**Information**
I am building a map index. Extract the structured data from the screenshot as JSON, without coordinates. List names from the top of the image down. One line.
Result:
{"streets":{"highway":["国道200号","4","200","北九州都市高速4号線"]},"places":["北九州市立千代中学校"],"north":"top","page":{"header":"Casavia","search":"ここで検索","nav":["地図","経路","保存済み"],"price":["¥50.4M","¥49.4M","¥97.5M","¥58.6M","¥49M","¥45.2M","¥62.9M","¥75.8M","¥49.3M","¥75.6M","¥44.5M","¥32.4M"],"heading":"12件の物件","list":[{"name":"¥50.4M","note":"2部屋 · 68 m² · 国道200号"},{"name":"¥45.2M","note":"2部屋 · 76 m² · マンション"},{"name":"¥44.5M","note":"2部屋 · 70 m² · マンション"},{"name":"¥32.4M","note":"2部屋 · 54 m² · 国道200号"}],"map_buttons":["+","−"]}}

==

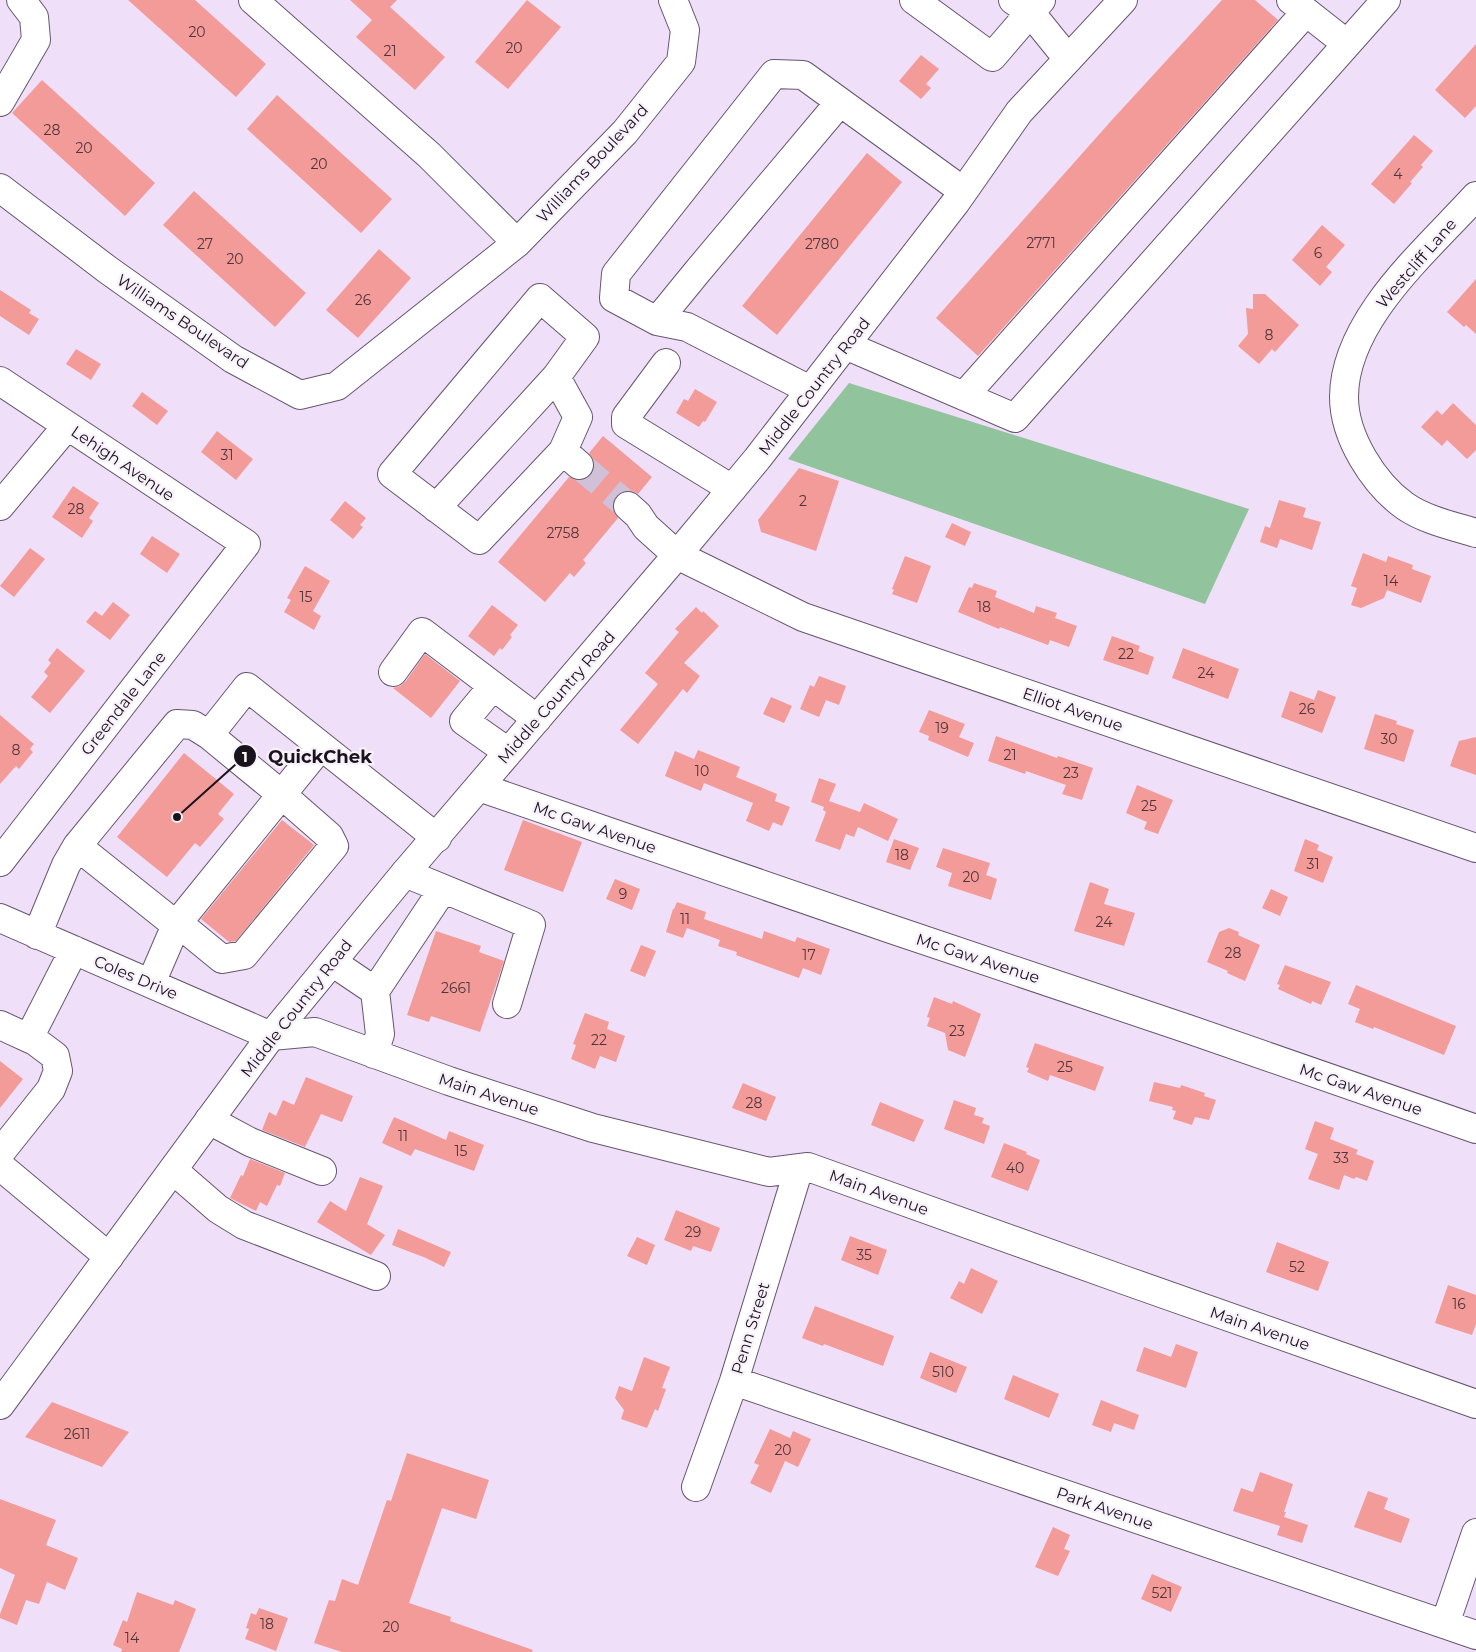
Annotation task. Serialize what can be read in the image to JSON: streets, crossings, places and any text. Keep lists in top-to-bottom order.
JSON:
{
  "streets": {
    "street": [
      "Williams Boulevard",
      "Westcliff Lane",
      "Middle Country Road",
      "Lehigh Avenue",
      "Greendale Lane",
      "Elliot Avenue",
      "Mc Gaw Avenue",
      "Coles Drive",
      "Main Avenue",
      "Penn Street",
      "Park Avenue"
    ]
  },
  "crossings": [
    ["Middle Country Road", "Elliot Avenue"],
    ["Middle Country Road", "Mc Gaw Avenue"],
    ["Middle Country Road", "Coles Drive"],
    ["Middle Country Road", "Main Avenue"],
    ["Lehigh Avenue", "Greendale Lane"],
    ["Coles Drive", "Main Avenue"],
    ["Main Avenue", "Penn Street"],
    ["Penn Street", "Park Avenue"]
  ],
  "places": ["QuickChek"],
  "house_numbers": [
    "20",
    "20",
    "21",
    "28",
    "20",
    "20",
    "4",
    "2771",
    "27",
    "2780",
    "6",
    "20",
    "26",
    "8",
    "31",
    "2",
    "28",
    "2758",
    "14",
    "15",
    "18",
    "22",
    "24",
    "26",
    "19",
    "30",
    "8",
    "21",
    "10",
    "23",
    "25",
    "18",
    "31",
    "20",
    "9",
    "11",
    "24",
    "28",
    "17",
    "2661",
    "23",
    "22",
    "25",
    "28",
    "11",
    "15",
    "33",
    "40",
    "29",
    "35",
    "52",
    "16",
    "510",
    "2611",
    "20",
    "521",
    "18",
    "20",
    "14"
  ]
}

**Task requirements**
Please copy each line of the material that contains the word "image".

**Answer section**
I am building a map index. Extract the structured data from the screenshot as JSON, without coordinates. List names from the top of the image down. One line.
Annotation task. Serialize what can be read in the image to JSON: streets, crossings, places and any text. Keep lists in top-to-bottom order.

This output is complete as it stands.